Combattere il virus e combattere anche lo stigma che l’Aids ancora porta con se

Perché per molti pazienti vivere con l’Aids è un inferno. E non solo per i sintomi della malattia. I pazienti in molte parti del mondo sono come marchiati, vittime di pregiudizi che provocano discriminazioni e disapprovazione sociale. Come se dovessero essere isolati. Quando l’unica cosa di cui hanno bisogno è essere accettati per poter affrontare meglio il percorso di cure. 

In Malawi Medici senza frontiere ha messo in atto un progetto per sostenere le persone positive, attraverso punti di aggregazione. Nel paese africano, infatti, 1 persona su 10 è positiva al virus. E spesso bambini e adolescenti sono costretti a vivere con un peso psicologico inimmaginabile.
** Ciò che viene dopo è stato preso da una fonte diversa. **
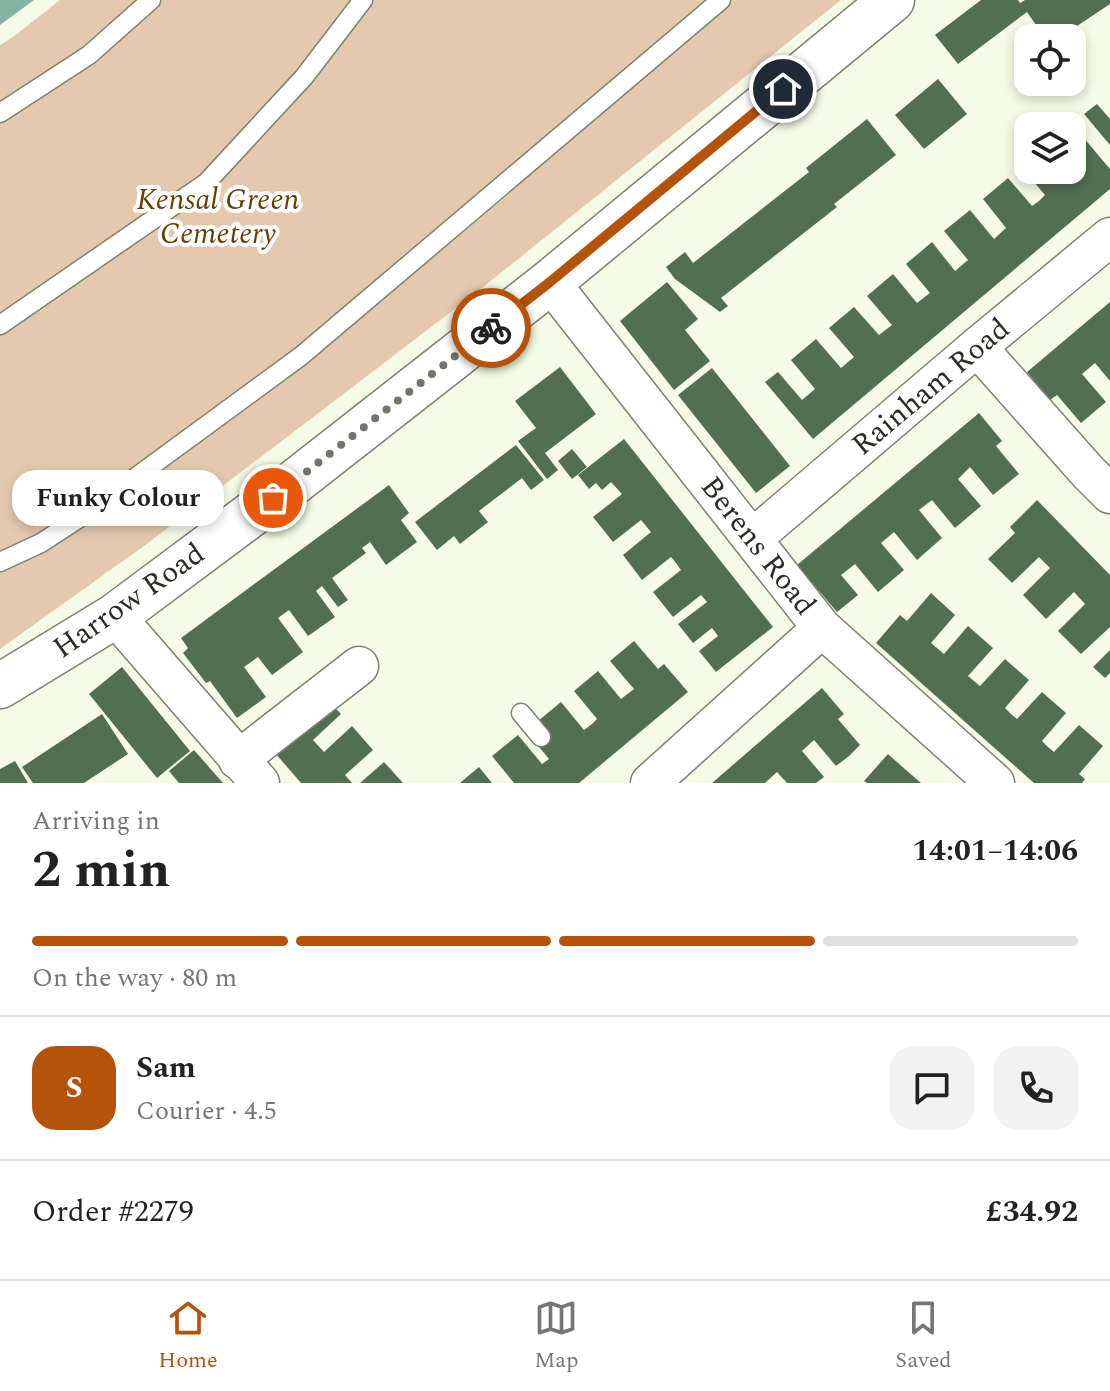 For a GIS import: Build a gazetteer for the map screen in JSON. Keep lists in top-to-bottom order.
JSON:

Al quale deve aggiungersi lo stigma sociale che ancora, non solo in Africa, non consente di parlare apertamente della propria malattia. Allontanando spesso i più giovani dalle cure.
I Teens club sono dei gruppi di supporto dove si parla di educazione sanitaria, si gioca, si parla, si può contare sull’aiuto di personale medico, con un monitoraggio dei progressi e delle cure.
L’emergenza Coronavirus ha provocato una forte battuta d’arresto. La pandemia da Covid-19 sta sottraendo risorse ad altre malattie che, nel silenzio, continuano a provocare danni che potrebbero presto essere irreparabili. I malati di Aids, così come di altre malattie, non vanno allontanati. E non vanno dimenticati perché un altro virus tiene banco sulla scena internazionale. Vanno supportati e non abbandonati. Anche se l’isolamento e il distanziamento fisico (non sociale) hanno reso gli sforzi degli operatori molto più difficili.

L’HIV non è una barriera per le relazioni sociali, puoi stringere la mano dei sieropositivi ed abbracciarli. Solo Dio sa quanto ne hanno bisogno.